1. The first step is to finish the bases. I just paint them with a couple coats of flat black paint. I don't like anything more detailed, preferring as neutral a base as I can so I can feasibly use these figures for a number of scenarios. If I added static grass, for example, they would look strange in an indoor dungeoncrawl.

2. The eponymous "dip" is this stuff: Minwax Polyshades, Classic Black Satin finish. It's wood stain and finish in one.  The figure is mounted here on a battery-powered drill: this is another reason I glue my minis to nails when painting. Some people prefer the control of painting the "dip" onto their figures, but as I find one needs to wipe the dip off no matter what, I like actually dunking the figures in the dip

3. I do this with a box nearby and plenty of paper towels on hand. I open the can, dip the mini while holding the drill, then immediately hold it over the box and spin the drill, to shake off most of the excess dip. Be sure to do this in a well-ventilated area, and to put the lid back on the can when you aren't using it to minimize exposure to fumes.

4. After it's dipped, you'll need to remove even more excess dip. Blowing on the mini while it's in the box will get rid of the globs that tend to accumulate between arms and legs, and a paper towel will soak any dip that pools in the neck and other places. Dab if you want to reduce the amount of dip, and wipe if you want to remove most of it. By the way, your minis usually won't turn out this dark: I have a problem with too-thick dip that I'll need to solve.

5. Give the dip at least a full day to dry (IMPORTANT UPDATE: I've since learned that 3 or 4 days at least is necessary for the dip to dry, or it will eventually turn sticky). Even with the satin finish instead of the gloss, the dip looks way too shiny for most minis. A matte spray will solve this problem, and will also provide another layer of protection. Do this outside on a fairly warm day with fairly low humidity, and be sure to rotate the figures and spray as much of them as you can.

6. Give the matte around an hour to dry: You'll see that it kills the shine and also gets rid of a lot of the blobbiness the dip leaves. At this point you can simply pry the minis off the nail head, and they're mostly ready to go (the nails are reusable).
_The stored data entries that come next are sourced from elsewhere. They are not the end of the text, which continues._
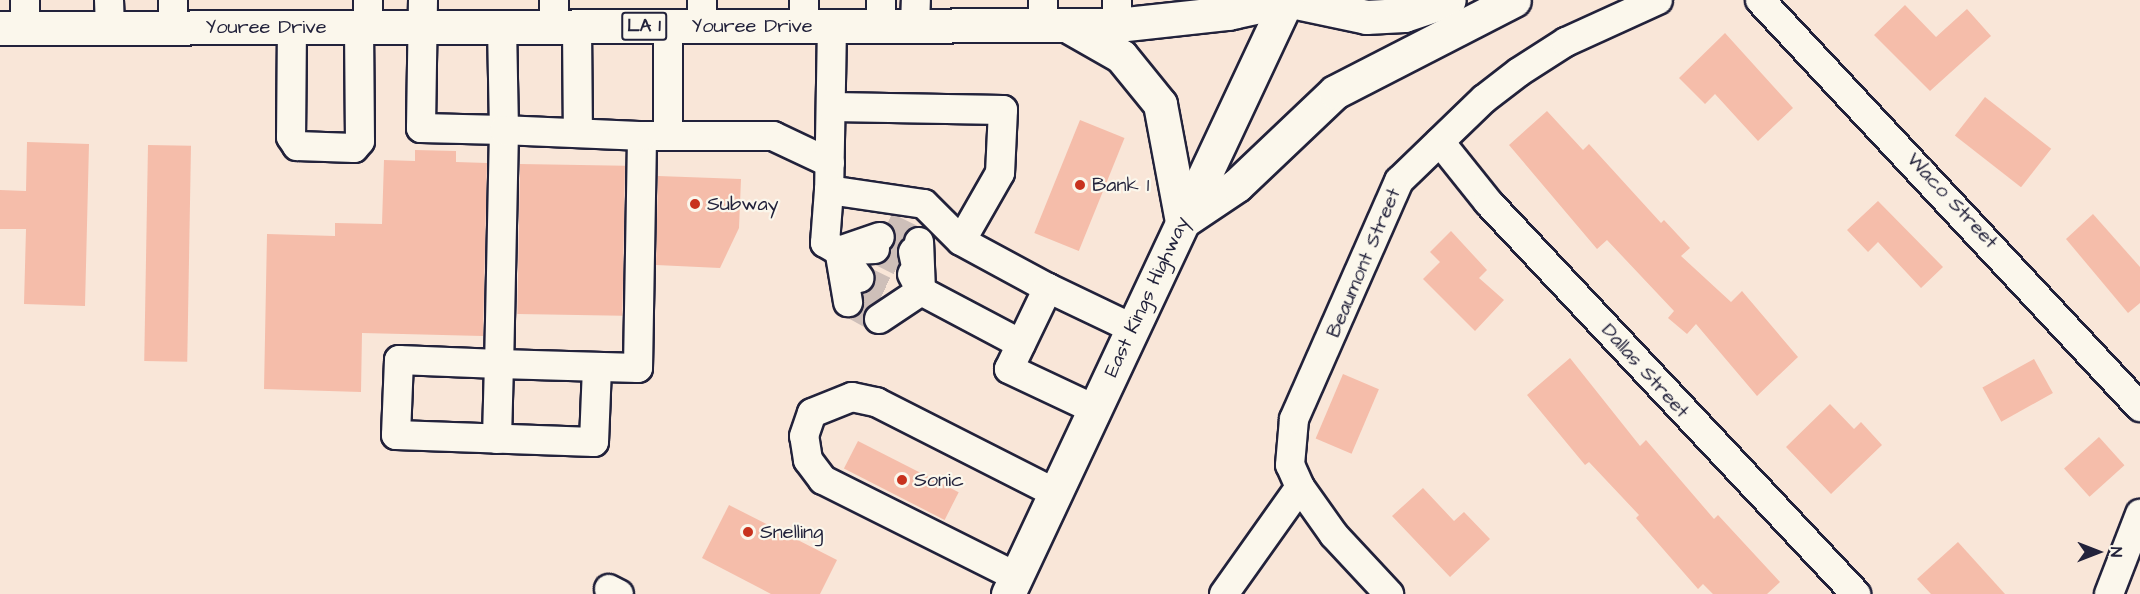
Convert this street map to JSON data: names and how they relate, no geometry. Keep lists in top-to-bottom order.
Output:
{
  "streets": {
    "main road": ["LA 1", "Youree Drive", "East Kings Highway"],
    "street": ["Waco Street", "Beaumont Street", "Dallas Street"]
  },
  "crossings": [
    ["Youree Drive", "East Kings Highway"],
    ["Beaumont Street", "Dallas Street"]
  ],
  "places": [
    "Bank 1",
    "Subway",
    "Sonic",
    "Snelling"
  ],
  "north": "right"
}
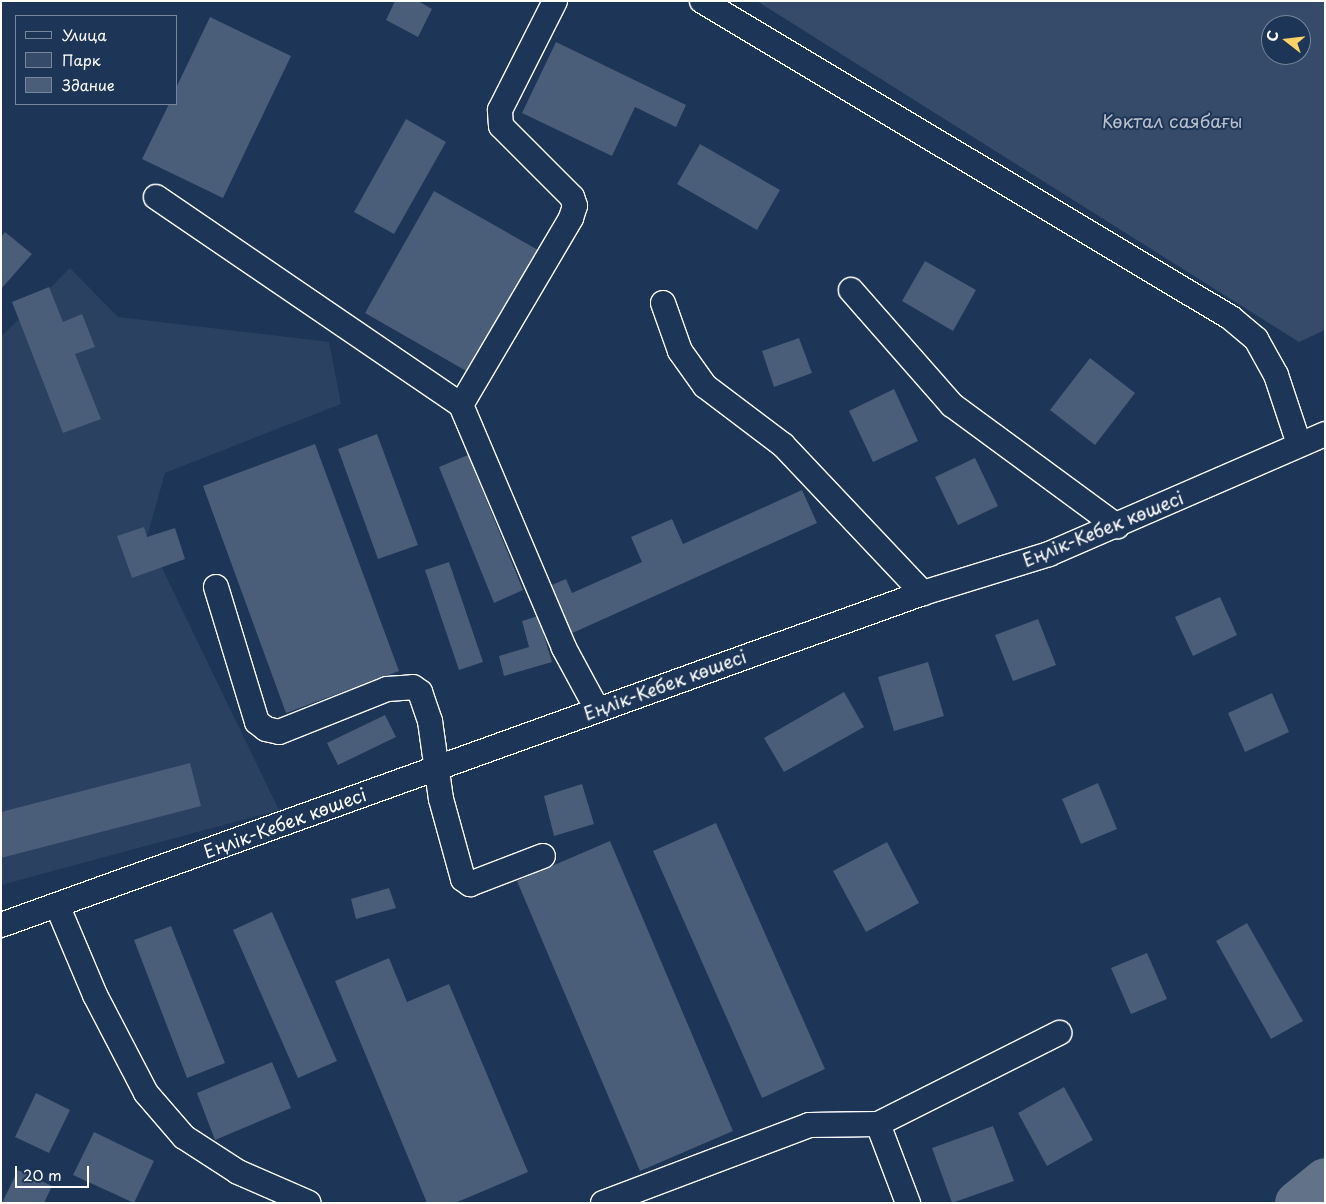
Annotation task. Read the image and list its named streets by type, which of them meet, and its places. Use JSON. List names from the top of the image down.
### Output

You may want to use a hobby knife or emory board to get rid of any excess glue or paint that accumulated around the nail head on the bottom of the miniature, so it will rest flat on the table.
I hope this tutorial was helpful to at least some of you. As I mentioned, I'm concerned by how dark and splotchy the dip is leaving my figures lately. It's a decent effect for zombies, but I used to get a much cleaner look from this method. I think the problem is that I was lazy about fully sealing the can of dip when I was done with it, which allowed for a degree of evaporation that has now left the dip too thick. I need to figure out a way to thin it with something that won't eat my plastic figures. I'd welcome any suggestions!

Sven's bad day, part 2.

Tuesday, May 28, 2013

1/72 Zombies step-by-step Pt. 2: Painting

Last time, we performed some simple head swaps to create the Unpainted Undead.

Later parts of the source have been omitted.